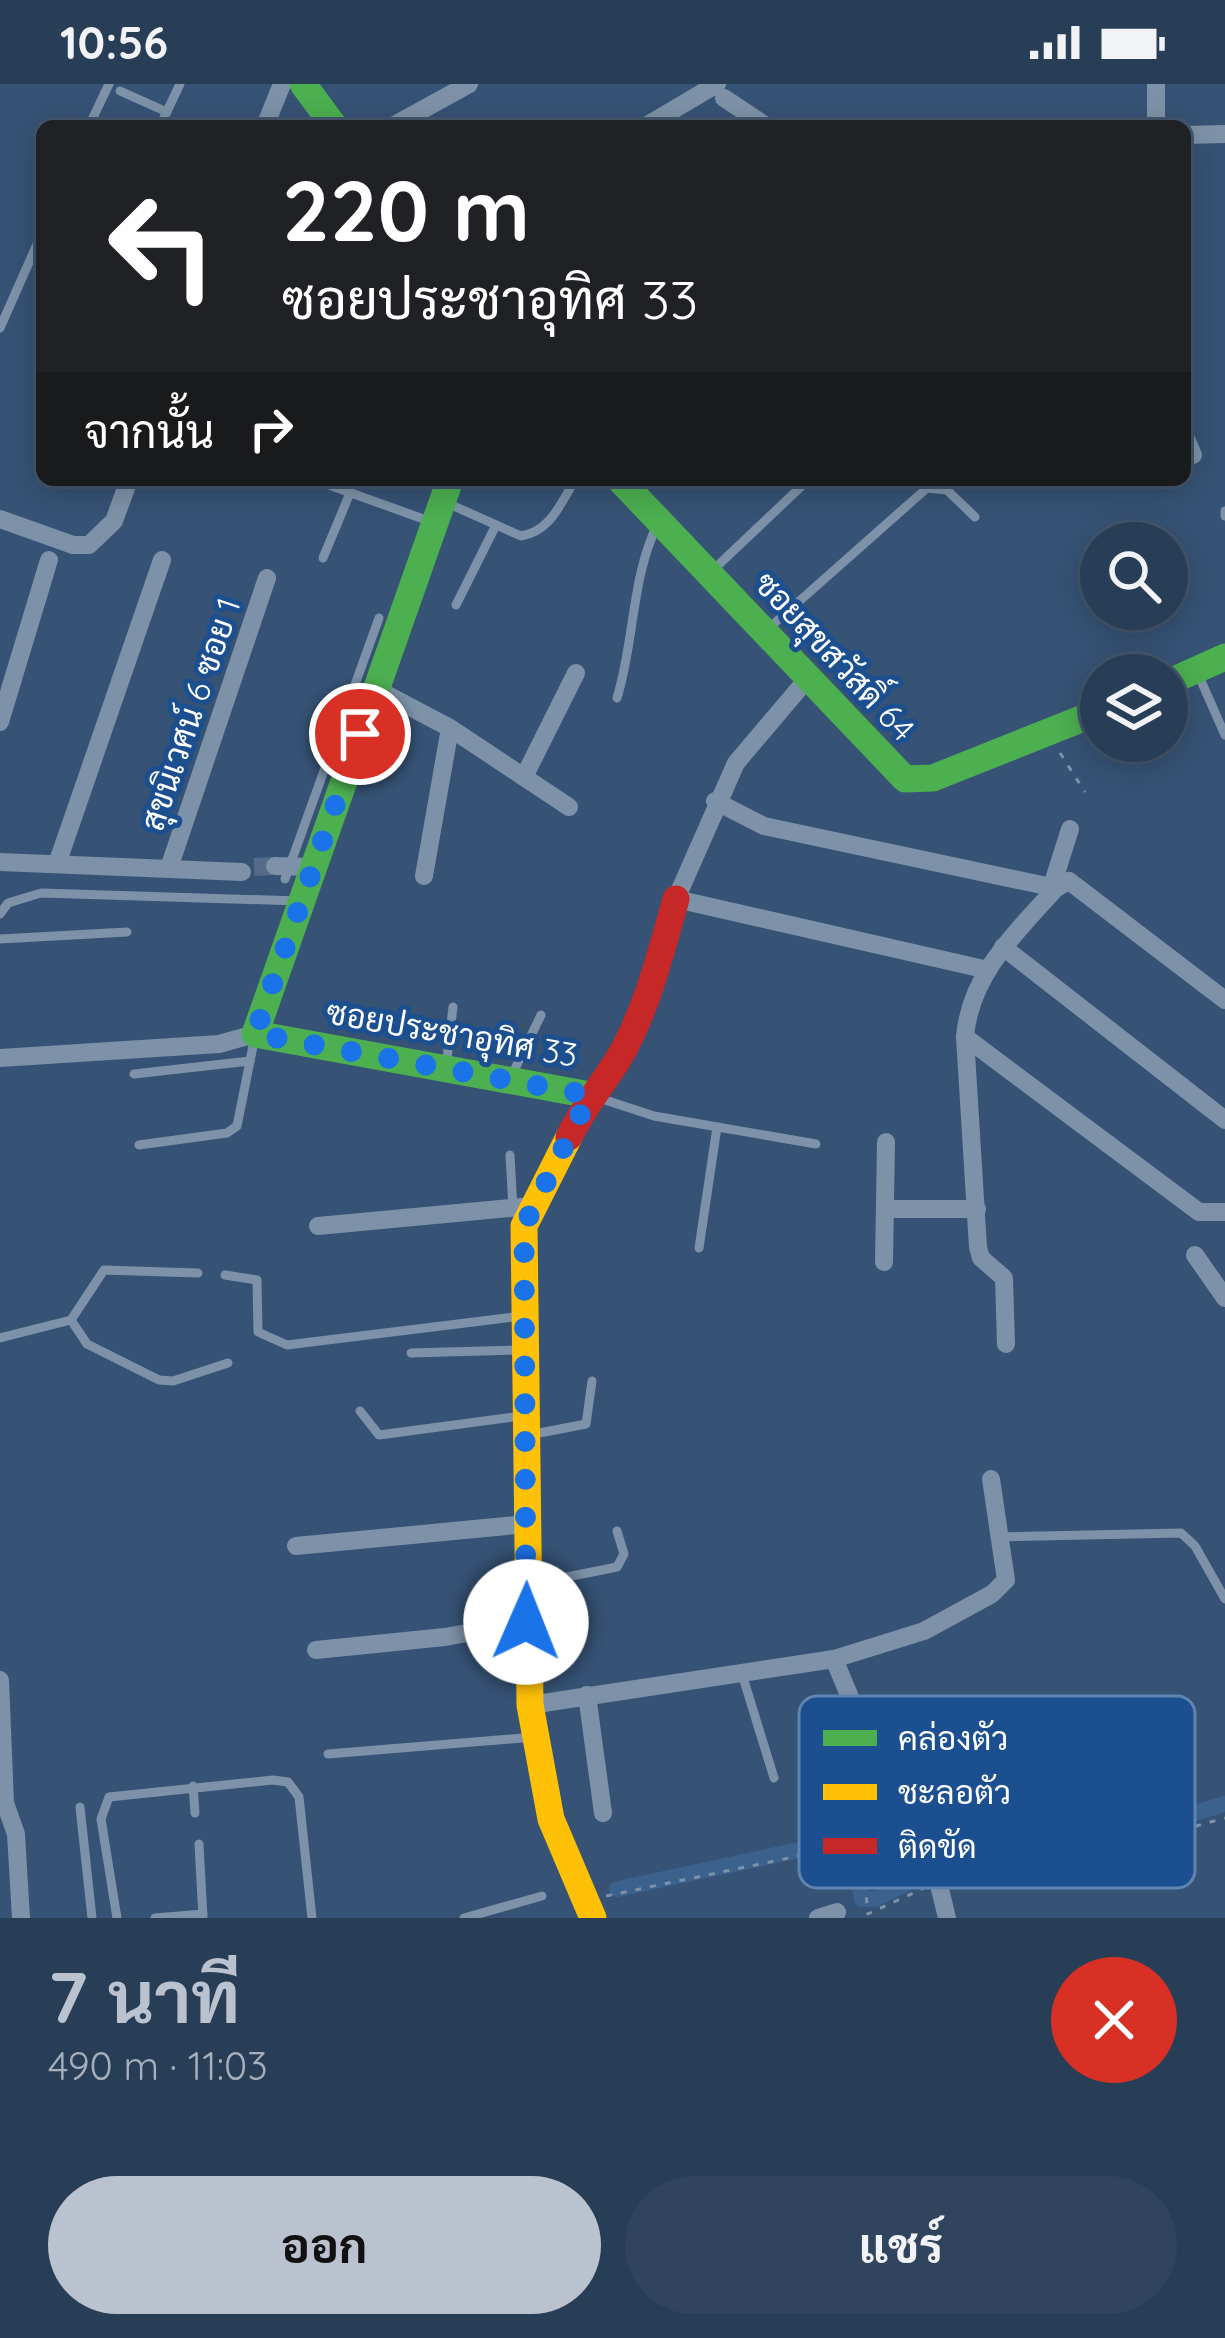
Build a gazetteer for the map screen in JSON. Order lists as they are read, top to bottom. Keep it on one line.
{"streets":{"street":["ซอยสุขสวัสดิ์ 64","สุขนิเวศน์ 6 ซอย 1","ซอยประชาอุทิศ 33"]},"legend":["คล่องตัว","ชะลอตัว","ติดขัด"],"page":{"status":"10:56","turn":["220 m","ซอยประชาอุทิศ 33"],"then":"จากนั้น","heading":["7 นาที","490 m · 11:03"],"buttons":["ออก","แชร์"]}}
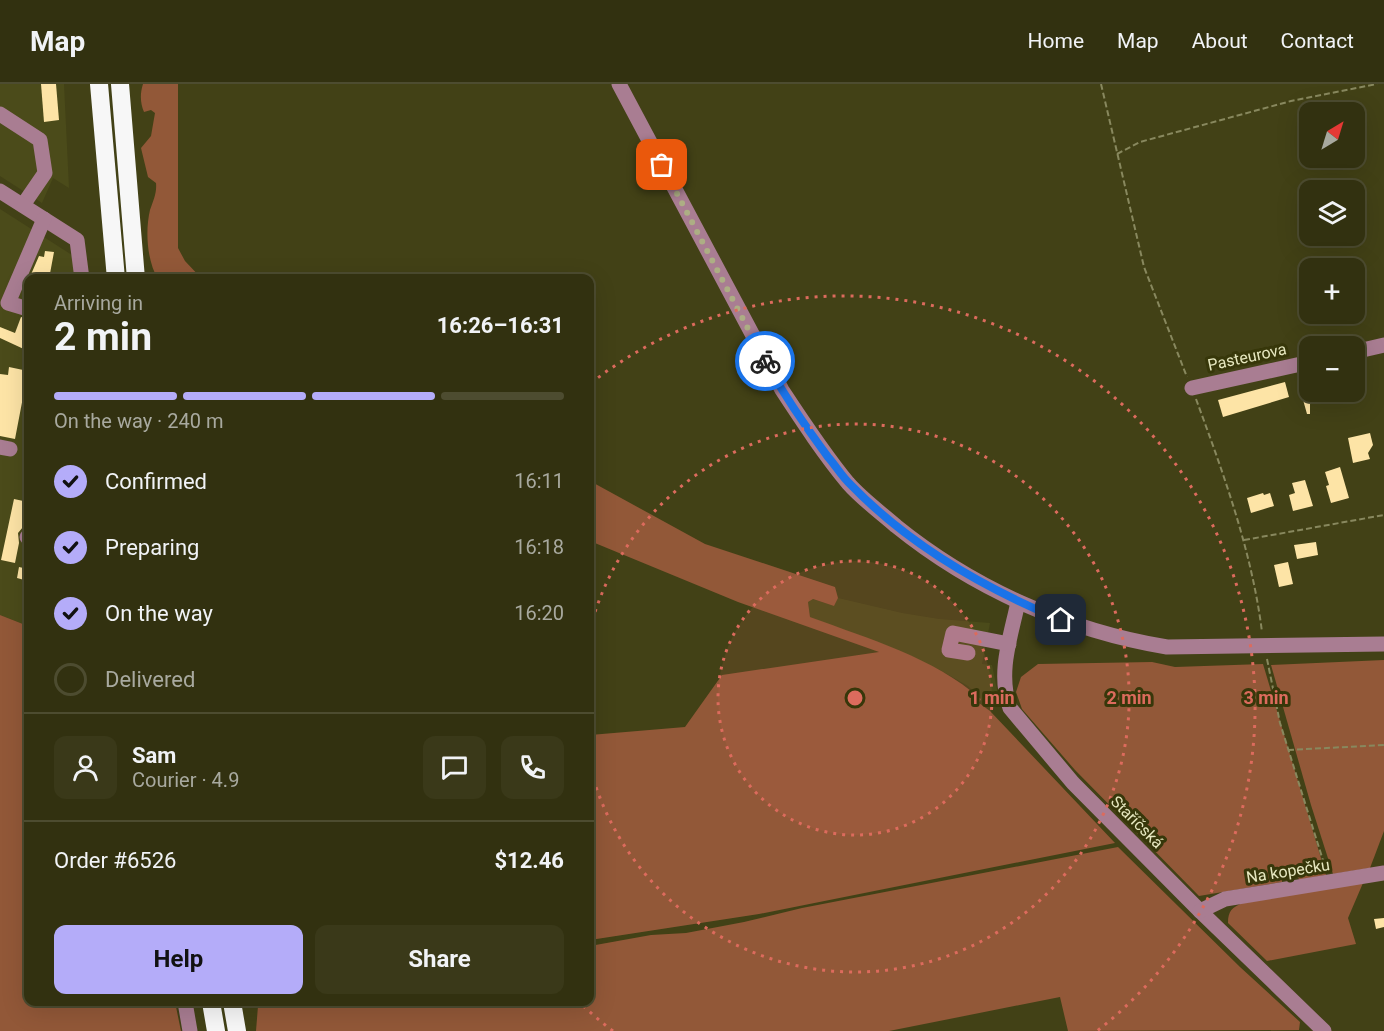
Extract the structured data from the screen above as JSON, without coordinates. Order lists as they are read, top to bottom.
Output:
{
  "streets": {
    "street": ["Pasteurova", "Staříčská", "Na kopečku"]
  },
  "crossings": [
    ["Staříčská", "Na kopečku"]
  ],
  "north": "top right",
  "page": {
    "header": "Map",
    "nav": [
      "Home",
      "Map",
      "About",
      "Contact"
    ],
    "map_buttons": ["+", "−"],
    "heading": ["2 min", "Arriving in", "16:26–16:31"],
    "panel": [
      "Sam",
      "Courier · 4.9",
      "Order #6526",
      "$12.46"
    ],
    "bar": "On the way · 240 m",
    "list": [
      ["Confirmed", "16:11"],
      ["Preparing", "16:18"],
      ["On the way", "16:20"],
      "Delivered"
    ],
    "buttons": ["Help", "Share"]
  },
  "rings": ["1 min", "2 min", "3 min"]
}
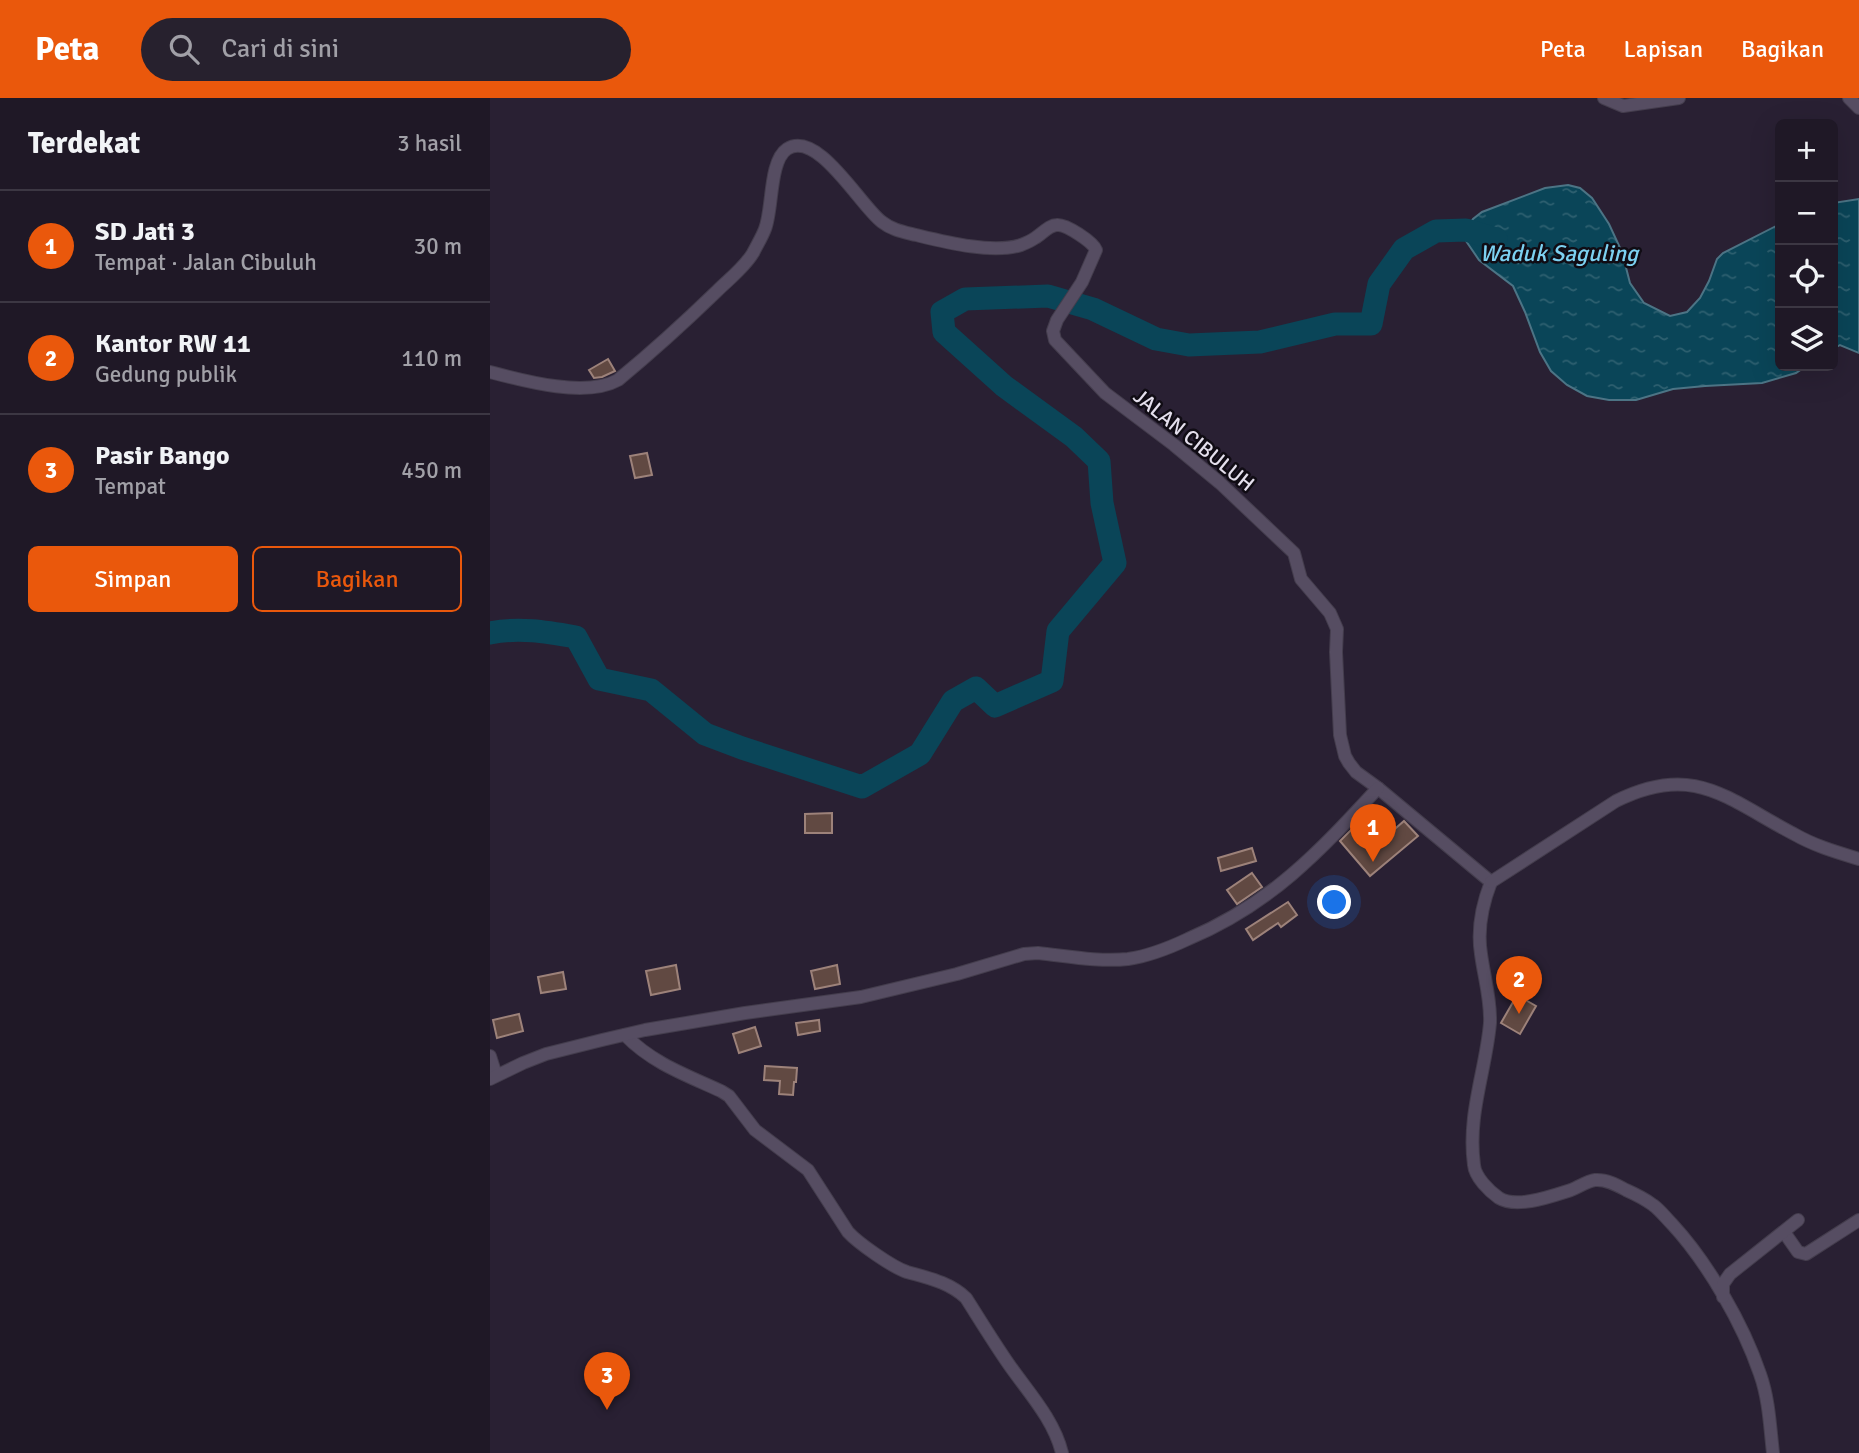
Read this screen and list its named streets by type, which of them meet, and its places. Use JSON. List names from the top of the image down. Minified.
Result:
□ □ □ □ □
**Requirement**. Quote each entry above verbatim and drop the pictures.

**Solution**.
Build a gazetteer for the map screen in JSON. Order lists as they are read, top to bottom. Keep it on one line.
{"streets":{"street":["ซอยสุขสวัสดิ์ 64","สุขนิเวศน์ 6 ซอย 1","ซอยประชาอุทิศ 33"]},"legend":["คล่องตัว","ชะลอตัว","ติดขัด"],"page":{"status":"10:56","turn":["220 m","ซอยประชาอุทิศ 33"],"then":"จากนั้น","heading":["7 นาที","490 m · 11:03"],"buttons":["ออก","แชร์"]}}
Extract the structured data from the screen above as JSON, without coordinates. Order lists as they are read, top to bottom.
Output:
{
  "streets": {
    "street": ["Pasteurova", "Staříčská", "Na kopečku"]
  },
  "crossings": [
    ["Staříčská", "Na kopečku"]
  ],
  "north": "top right",
  "page": {
    "header": "Map",
    "nav": [
      "Home",
      "Map",
      "About",
      "Contact"
    ],
    "map_buttons": ["+", "−"],
    "heading": ["2 min", "Arriving in", "16:26–16:31"],
    "panel": [
      "Sam",
      "Courier · 4.9",
      "Order #6526",
      "$12.46"
    ],
    "bar": "On the way · 240 m",
    "list": [
      ["Confirmed", "16:11"],
      ["Preparing", "16:18"],
      ["On the way", "16:20"],
      "Delivered"
    ],
    "buttons": ["Help", "Share"]
  },
  "rings": ["1 min", "2 min", "3 min"]
}
Read this screen and list its named streets by type, which of them meet, and its places. Use JSON. List names from the top of the image down. Minified.
Result:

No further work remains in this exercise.